**TASK ITEM:** Beneath this line is the data. Output exactly the lines from the line with "M 206,91 C 214,136" to the line with "3l9 9-9 9-9-9zM9", both ends included, and nothing more.

**Data excerpts:**
^^^^^^^^
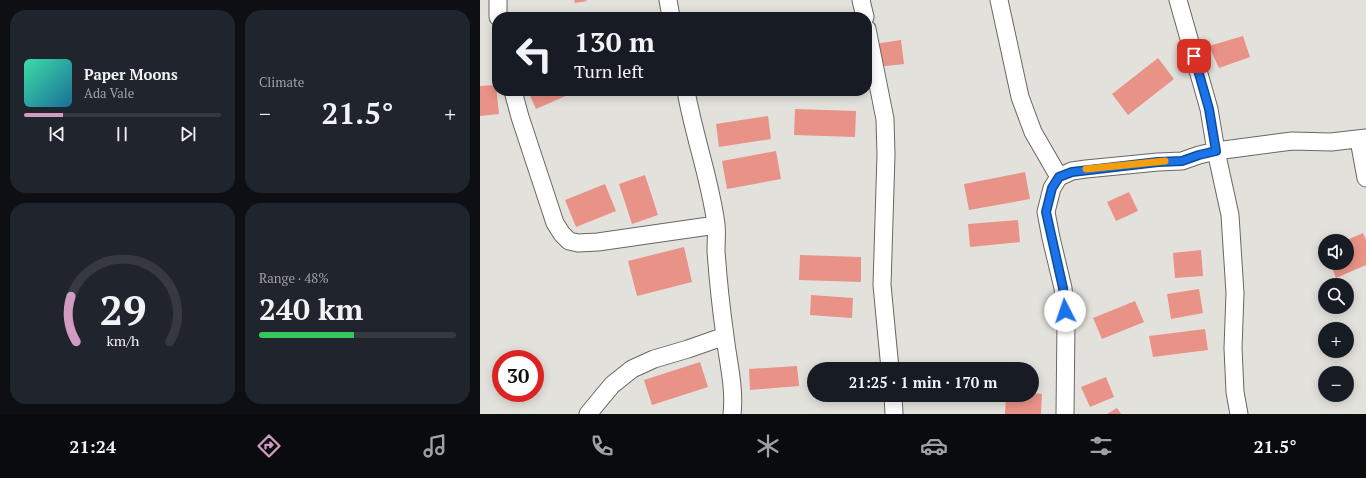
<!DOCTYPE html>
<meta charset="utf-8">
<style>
body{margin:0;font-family:"PT Serif",serif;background:#20242c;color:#f1f3f6;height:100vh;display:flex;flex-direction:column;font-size:15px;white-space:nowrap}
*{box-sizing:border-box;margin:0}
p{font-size:13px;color:#9ea1a6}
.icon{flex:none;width:22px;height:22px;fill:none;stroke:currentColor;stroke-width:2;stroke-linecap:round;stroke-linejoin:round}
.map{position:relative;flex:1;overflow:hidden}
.drawer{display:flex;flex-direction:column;gap:10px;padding:10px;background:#0d0f14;width:480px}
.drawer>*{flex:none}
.banner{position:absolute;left:12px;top:12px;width:380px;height:84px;border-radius:16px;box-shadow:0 2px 10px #0003;background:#171b24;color:#f1f3f6;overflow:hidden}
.buttons{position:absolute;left:838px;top:234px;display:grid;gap:8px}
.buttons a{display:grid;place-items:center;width:36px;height:36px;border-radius:50%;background:#171b24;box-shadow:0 2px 10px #0003;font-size:20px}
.speed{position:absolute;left:12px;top:350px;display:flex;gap:8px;font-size:20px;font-weight:700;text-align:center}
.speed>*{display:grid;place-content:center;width:52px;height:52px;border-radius:50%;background:#171b24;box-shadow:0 2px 10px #0003;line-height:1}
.speed .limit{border:6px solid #d22;background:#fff;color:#111}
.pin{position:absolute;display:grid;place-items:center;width:34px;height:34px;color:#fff;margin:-17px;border-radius:8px;box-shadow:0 2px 6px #0006}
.me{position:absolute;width:44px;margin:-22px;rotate:356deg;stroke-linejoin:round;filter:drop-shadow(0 0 3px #0008)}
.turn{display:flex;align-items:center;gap:14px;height:84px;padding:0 16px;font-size:18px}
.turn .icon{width:52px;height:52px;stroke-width:2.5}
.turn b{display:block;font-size:28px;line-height:34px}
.big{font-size:30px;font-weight:700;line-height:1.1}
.drawer .tile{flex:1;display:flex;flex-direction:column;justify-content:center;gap:6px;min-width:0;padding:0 14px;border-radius:16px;background:#20242c}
.drawer .dial{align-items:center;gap:0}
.dial svg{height:104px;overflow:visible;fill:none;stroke:#363941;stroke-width:7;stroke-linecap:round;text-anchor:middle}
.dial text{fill:#f1f3f6;stroke:none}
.song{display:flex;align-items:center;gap:12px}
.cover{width:48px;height:48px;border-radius:6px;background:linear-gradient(135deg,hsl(160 70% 55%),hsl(200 70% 35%))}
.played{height:4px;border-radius:2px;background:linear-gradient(90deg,#d19bc2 20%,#363941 20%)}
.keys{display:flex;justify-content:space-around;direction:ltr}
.heat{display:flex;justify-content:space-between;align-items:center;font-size:22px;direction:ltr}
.charge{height:6px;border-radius:3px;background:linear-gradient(90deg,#34c759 48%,#363941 0)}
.drawer .tiles{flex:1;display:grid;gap:10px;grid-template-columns:repeat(2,1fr)}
.trip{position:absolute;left:327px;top:362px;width:232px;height:40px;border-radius:20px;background:#171b24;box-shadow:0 2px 10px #0003;font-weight:700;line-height:40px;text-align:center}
.tabs{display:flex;height:64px;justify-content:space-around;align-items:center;background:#090b0e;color:#9ea1a6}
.tabs .icon{width:28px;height:28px}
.tabs .on{color:#d19bc2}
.tabs b{font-size:18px;color:#f1f3f6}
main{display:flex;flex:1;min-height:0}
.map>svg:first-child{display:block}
.building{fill:#e99287}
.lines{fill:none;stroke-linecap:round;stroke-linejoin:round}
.street-casing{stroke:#696762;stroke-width:19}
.street{stroke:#fff;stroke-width:17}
.route-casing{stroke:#114b97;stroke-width:10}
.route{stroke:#1a73e8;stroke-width:7}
.slow{stroke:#f59e0b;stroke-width:7}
</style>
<main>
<section class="drawer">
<div class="tiles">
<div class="tile">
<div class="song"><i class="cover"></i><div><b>Paper Moons</b><p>Ada Vale</p></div></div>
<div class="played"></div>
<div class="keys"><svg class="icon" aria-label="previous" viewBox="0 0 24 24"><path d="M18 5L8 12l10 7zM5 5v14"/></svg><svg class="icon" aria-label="pause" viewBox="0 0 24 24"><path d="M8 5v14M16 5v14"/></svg><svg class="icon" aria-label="next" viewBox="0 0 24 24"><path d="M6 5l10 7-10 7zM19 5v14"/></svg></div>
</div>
<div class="tile"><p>Climate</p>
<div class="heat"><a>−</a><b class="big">21.5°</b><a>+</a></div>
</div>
<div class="tile dial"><svg viewBox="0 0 100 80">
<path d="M14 69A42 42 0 1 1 86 69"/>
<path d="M14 69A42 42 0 0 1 10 34" stroke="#d19bc2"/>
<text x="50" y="56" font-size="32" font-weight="700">29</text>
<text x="50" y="72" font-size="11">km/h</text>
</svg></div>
<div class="tile"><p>Range · 48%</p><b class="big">240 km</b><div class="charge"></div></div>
</div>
</section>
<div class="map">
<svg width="886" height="414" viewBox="0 0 886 414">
<rect width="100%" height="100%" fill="#e3e1db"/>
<path class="building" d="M 94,0 L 106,0 L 107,1 L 95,3 Z
M 763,36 L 770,57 L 739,68 L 729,46 Z
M 421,40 L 424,64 L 397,67 L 394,44 Z
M 678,58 L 694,79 L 648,115 L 632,94 Z
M 16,85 L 19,114 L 0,116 L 0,86 Z
M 48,91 L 88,91 L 90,94 L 56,109 Z
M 315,109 L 376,111 L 375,137 L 314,135 Z
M 288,116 L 291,139 L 239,147 L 236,124 Z
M 296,151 L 301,179 L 247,189 L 242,161 Z
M 545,172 L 550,199 L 489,210 L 484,184 Z
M 165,175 L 178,215 L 152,224 L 139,184 Z
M 125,184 L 136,211 L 96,227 L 85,200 Z
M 649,192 L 658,211 L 636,221 L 627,202 Z
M 538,220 L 540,242 L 490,247 L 488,224 Z
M 883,233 L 886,240 L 886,265 L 856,278 L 850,263 L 867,263 L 867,240 Z
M 204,247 L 212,282 L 157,296 L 148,261 Z
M 721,250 L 723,276 L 695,278 L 693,253 Z
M 320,255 L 381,257 L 381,282 L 319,280 Z
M 719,289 L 723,313 L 691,319 L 687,294 Z
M 331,295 L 373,298 L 372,318 L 330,315 Z
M 655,301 L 664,322 L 622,339 L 613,318 Z
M 725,329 L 728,350 L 673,357 L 669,336 Z
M 220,362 L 228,387 L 172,405 L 164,380 Z
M 317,366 L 319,386 L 270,390 L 269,369 Z
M 626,377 L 634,397 L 610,407 L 601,387 Z
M 552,393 L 562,394 L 561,414 L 525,414 L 526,395 L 552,395 Z
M 637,408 L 641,414 L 627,414 Z"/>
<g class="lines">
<defs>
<path id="street" d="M 18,0 L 18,17
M 188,0 L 191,17
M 381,0 L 385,17
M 519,0 L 540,97 L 553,132 L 579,177
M 698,0 L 729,109 L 736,151 L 750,215 L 755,293 L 753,348 L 755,392 L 759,414
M 387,29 L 405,119 L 406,155 L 402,285 L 410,369
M 33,91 L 40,117 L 75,223 L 82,234 L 89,241 L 98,243 L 118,242 L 236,225
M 206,91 C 214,136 230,179 236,224 C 237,233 236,242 236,251 C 238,279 241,308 245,336 C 248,362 255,388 252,414
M 879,140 L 886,178
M 413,395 L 414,414
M 108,414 L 132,385 L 152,369 L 174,359 L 208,349 L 245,336
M 585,414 L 586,322 L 583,288 L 571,238 L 566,212 L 572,188 L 579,177 L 592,171 L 606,169 L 678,162 L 702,161 L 719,155 L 736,151 L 812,141 L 851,142 L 886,138"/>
</defs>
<use href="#street" class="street-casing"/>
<use href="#street" class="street"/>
</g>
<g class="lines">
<defs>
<path id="route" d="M 585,311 L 583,288 L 566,212 L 572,188 L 579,177 L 592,172 L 678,162 L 702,161 L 719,155 L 736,151 L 729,109 L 714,56"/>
</defs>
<use href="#route" class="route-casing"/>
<use href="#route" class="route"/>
<path class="slow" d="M 606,169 L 685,161"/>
</g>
</svg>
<div class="buttons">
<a><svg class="icon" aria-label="sound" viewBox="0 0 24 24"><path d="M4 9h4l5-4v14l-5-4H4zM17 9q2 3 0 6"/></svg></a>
<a><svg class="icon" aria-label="search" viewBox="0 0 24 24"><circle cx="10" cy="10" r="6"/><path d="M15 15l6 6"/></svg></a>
<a>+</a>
<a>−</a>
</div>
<div class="speed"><div class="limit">30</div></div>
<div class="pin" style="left:714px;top:56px;background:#d93025"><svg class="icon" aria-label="arrive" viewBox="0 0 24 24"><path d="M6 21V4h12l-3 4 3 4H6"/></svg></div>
<svg class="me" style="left:585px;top:311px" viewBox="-20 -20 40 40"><circle r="19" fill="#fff"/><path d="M0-13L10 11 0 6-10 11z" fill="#1a73e8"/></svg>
<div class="trip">21:25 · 1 min · 170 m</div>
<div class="banner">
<div class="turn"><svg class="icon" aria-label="left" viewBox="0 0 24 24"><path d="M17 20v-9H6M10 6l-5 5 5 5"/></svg><div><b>130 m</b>Turn left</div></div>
</div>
</div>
</main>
<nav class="tabs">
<b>21:24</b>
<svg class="icon on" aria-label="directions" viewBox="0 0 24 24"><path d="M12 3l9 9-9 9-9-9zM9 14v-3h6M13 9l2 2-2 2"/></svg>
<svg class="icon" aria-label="music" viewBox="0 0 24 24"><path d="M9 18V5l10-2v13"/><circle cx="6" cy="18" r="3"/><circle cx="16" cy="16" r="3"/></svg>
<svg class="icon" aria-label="phone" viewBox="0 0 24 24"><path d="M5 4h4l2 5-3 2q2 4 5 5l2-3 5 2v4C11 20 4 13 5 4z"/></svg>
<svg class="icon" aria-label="climate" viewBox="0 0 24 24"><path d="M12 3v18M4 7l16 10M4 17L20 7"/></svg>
<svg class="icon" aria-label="car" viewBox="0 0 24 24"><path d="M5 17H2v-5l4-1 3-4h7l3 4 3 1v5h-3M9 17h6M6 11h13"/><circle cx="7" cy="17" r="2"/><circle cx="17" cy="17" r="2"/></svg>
<svg class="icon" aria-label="filters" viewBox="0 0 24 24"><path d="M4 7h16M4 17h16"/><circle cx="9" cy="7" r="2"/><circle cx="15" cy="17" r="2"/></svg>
<b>21.5°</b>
</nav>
^^^^^^^^
**SOLUTION TO THIS EXERCISE:**
M 206,91 C 214,136 230,179 236,224 C 237,233 236,242 236,251 C 238,279 241,308 245,336 C 248,362 255,388 252,414
M 879,140 L 886,178
M 413,395 L 414,414
M 108,414 L 132,385 L 152,369 L 174,359 L 208,349 L 245,336
M 585,414 L 586,322 L 583,288 L 571,238 L 566,212 L 572,188 L 579,177 L 592,171 L 606,169 L 678,162 L 702,161 L 719,155 L 736,151 L 812,141 L 851,142 L 886,138"/>
</defs>
<use href="#street" class="street-casing"/>
<use href="#street" class="street"/>
</g>
<g class="lines">
<defs>
<path id="route" d="M 585,311 L 583,288 L 566,212 L 572,188 L 579,177 L 592,172 L 678,162 L 702,161 L 719,155 L 736,151 L 729,109 L 714,56"/>
</defs>
<use href="#route" class="route-casing"/>
<use href="#route" class="route"/>
<path class="slow" d="M 606,169 L 685,161"/>
</g>
</svg>
<div class="buttons">
<a><svg class="icon" aria-label="sound" viewBox="0 0 24 24"><path d="M4 9h4l5-4v14l-5-4H4zM17 9q2 3 0 6"/></svg></a>
<a><svg class="icon" aria-label="search" viewBox="0 0 24 24"><circle cx="10" cy="10" r="6"/><path d="M15 15l6 6"/></svg></a>
<a>+</a>
<a>−</a>
</div>
<div class="speed"><div class="limit">30</div></div>
<div class="pin" style="left:714px;top:56px;background:#d93025"><svg class="icon" aria-label="arrive" viewBox="0 0 24 24"><path d="M6 21V4h12l-3 4 3 4H6"/></svg></div>
<svg class="me" style="left:585px;top:311px" viewBox="-20 -20 40 40"><circle r="19" fill="#fff"/><path d="M0-13L10 11 0 6-10 11z" fill="#1a73e8"/></svg>
<div class="trip">21:25 · 1 min · 170 m</div>
<div class="banner">
<div class="turn"><svg class="icon" aria-label="left" viewBox="0 0 24 24"><path d="M17 20v-9H6M10 6l-5 5 5 5"/></svg><div><b>130 m</b>Turn left</div></div>
</div>
</div>
</main>
<nav class="tabs">
<b>21:24</b>
<svg class="icon on" aria-label="directions" viewBox="0 0 24 24"><path d="M12 3l9 9-9 9-9-9zM9 14v-3h6M13 9l2 2-2 2"/></svg>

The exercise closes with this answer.